Il y a l’observatoire (NDLR :
voir ci-contre). La cellule en
charge du terrorisme et des sectes
au niveau de la police fédérale
est aussi très active. Au niveau
législatif, nous sommes
justement en train de faire le
maximum pour faire passer
une loi, sur le modèle français.
La France est le premier pays
européen à avoir adopté une législation
visant à renforcer la
prévention mais aussi la répression
à l’égard des groupements
sectaires. C’est la loi Abou-Picard.
L’objectif est de pouvoir
condamner les abus de faiblesse.
Tous les spécialistes sont
unanimes à ce sujet : il faut
avancer le plus vite possible.
Dans les semaines à venir, nous
serons amenés à voter en commission
parlementaire. Avant,
je l’espère, d’aller plus loin dans
le processus. Prochainement
sera mise en place une structure
d’accueil et d’écoute, au
moins via une ligne téléphonique,
pour les victimes qui appellent
à l’aide.
Dès la sortie de votre livre, Broyeurs
de conscience. L’évolution du phénomène
des sectes en Belgique ; vous
avez été attaqué par le Père Samuel
en justice. Où en est cette procédure
?
Tout ce que je peux dire, c’est
que j’ai confiance en la justice.
Une plainte a effectivement été
déposée et elle devrait être jugée
en mars 2012. Il réclame des
dommages et intérêts, notamment.
J’ai évidemment pris un
avocat (NDLR : Marc Uyttendaele)
pour défendre mes intérêts.
Regrettez-vous votre implication, vos recherches et la sortie de votre livre ?

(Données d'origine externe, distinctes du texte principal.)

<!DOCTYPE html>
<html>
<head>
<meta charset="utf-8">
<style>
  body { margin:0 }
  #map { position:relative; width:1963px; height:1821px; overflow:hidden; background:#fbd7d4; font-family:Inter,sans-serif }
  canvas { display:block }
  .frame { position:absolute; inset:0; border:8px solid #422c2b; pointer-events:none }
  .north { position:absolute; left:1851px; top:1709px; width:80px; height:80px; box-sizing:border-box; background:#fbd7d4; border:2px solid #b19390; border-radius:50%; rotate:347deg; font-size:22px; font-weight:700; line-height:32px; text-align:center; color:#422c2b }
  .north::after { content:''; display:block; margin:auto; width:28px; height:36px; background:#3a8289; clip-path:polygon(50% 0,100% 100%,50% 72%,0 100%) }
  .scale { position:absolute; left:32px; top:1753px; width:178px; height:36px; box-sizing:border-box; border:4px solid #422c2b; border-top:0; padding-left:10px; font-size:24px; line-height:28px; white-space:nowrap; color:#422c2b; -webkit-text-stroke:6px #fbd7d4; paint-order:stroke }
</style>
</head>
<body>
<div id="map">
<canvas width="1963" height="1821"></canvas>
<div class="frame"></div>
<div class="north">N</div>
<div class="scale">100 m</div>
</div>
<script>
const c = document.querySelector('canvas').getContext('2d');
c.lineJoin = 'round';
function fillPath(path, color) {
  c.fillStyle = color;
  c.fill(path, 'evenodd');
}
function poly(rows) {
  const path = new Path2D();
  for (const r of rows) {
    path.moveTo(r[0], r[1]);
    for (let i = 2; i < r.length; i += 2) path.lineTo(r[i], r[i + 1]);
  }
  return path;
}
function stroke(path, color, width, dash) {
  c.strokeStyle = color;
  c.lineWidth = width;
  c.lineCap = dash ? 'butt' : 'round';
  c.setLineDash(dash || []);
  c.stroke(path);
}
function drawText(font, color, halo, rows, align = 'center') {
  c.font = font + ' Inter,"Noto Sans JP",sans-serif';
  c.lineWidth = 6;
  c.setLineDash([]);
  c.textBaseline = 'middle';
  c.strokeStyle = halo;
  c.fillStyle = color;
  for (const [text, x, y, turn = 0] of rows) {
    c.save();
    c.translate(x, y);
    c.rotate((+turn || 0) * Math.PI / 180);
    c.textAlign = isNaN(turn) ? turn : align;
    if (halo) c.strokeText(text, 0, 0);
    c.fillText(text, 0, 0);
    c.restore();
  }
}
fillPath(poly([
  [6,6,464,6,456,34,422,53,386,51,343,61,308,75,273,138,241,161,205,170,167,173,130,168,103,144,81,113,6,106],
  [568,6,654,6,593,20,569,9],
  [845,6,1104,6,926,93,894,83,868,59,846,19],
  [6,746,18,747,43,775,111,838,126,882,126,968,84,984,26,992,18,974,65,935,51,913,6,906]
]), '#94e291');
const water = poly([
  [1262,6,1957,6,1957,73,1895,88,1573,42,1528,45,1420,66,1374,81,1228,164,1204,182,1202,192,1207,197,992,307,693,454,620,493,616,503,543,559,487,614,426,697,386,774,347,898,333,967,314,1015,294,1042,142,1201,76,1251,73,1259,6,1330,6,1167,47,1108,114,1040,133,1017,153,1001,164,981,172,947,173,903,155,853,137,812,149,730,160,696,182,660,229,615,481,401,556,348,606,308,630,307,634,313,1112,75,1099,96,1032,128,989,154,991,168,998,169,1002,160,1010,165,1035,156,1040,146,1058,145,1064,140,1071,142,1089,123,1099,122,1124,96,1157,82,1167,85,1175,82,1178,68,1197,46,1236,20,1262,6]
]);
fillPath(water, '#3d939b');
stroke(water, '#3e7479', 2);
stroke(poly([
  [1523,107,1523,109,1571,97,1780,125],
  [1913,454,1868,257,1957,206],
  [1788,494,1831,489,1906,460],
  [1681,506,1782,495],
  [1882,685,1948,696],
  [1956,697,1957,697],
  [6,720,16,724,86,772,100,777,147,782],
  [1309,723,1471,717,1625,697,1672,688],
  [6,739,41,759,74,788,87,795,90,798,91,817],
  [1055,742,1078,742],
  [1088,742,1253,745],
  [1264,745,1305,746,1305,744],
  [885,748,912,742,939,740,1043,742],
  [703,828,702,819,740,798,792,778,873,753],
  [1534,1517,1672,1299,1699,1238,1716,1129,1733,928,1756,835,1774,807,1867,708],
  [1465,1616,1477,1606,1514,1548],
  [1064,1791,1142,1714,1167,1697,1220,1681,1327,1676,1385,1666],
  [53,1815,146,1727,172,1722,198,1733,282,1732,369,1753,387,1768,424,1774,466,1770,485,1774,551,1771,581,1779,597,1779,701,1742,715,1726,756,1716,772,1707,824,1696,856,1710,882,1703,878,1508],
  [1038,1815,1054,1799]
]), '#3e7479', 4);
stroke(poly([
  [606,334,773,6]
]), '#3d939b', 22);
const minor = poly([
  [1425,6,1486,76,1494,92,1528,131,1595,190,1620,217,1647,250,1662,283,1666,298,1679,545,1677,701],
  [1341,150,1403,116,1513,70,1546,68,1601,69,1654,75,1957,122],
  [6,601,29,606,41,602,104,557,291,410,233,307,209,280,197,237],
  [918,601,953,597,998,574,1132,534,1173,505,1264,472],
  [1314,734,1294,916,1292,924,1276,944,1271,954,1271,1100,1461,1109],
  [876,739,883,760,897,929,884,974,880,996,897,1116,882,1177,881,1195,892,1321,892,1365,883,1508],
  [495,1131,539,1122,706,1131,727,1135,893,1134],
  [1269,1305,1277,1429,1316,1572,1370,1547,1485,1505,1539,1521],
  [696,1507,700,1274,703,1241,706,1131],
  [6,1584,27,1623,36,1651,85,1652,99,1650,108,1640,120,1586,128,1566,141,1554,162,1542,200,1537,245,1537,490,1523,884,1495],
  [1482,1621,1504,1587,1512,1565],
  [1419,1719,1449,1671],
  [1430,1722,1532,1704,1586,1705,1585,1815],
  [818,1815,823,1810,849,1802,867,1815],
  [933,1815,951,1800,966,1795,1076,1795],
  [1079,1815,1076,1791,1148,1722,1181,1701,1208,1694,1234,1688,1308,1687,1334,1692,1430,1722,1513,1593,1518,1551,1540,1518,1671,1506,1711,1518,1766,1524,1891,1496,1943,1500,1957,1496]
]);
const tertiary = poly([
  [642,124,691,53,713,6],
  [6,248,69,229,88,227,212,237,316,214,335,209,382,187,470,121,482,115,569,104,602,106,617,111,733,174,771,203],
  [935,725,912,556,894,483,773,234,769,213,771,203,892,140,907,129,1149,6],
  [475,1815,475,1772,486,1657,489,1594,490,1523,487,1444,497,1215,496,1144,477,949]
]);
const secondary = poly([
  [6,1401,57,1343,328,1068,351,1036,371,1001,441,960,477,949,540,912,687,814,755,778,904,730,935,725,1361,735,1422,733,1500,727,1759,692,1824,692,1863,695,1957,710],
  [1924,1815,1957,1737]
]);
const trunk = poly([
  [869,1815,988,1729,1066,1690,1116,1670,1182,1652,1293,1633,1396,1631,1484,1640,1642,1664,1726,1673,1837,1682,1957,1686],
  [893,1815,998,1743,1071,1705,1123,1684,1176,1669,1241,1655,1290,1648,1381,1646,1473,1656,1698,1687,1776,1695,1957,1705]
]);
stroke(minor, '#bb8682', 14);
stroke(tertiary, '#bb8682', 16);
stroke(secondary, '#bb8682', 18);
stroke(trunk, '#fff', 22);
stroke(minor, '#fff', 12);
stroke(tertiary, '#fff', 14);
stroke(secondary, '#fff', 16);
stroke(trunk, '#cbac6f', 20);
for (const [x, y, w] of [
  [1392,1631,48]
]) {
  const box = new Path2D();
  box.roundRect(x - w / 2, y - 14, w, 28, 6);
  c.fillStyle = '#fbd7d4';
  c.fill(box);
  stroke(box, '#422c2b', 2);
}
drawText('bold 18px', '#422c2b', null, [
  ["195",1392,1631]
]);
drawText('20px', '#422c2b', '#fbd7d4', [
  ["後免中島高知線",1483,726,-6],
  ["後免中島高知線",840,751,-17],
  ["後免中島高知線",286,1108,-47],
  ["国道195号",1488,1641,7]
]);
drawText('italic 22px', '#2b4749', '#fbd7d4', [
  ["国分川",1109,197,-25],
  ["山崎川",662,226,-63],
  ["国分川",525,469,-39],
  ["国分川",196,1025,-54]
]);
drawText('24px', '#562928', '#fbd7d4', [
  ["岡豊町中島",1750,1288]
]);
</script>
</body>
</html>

Je ne regrette rien du tout. Vraiment rien.
Avez-vous déjà subi des pressions
ou des menaces de certaines personnes actives dans les milieux sectaires ?
De temps en temps, c’est vrai
que je reçois des menaces verbales,
lors de colloques par exemple.
Mais ça s’arrête là. Heureusement.
Création d’une ASBL en mai
Concrètement, qu’est-ce qui va être mis en place pour venir en aide aux victimes ?
Je l’annoncerai le 28 mai prochain,
lors d’un colloque que je
donnerai à l’Hôtel Verviers sur
le thème « l’évolution des sectes
dans notre pays. Quelle
place pour les victimes ?» Une
association va voir le jour sur
l’ensemble de la Wallonie, mais
aussi à Bruxelles, pour venir en
aide aux victimes. Concrètement,
celles-ci auront dès lors
la possibilité d’avoir un interlocuteur
vers lequel s’orienter.
Un élément qui n’était pas encore
vraiment d’application jusqu’à
présent. Ce sera un outil
important qui permettra peut-être
aux victimes des dérives
des sectes de s’exprimer et de
déposer plainte pour dénoncer
les faits dont elles ont été victimes.
Ce sera un grand pas en
avant, en plus de l’outil pénal sur lequel nous sommes en train de travailler.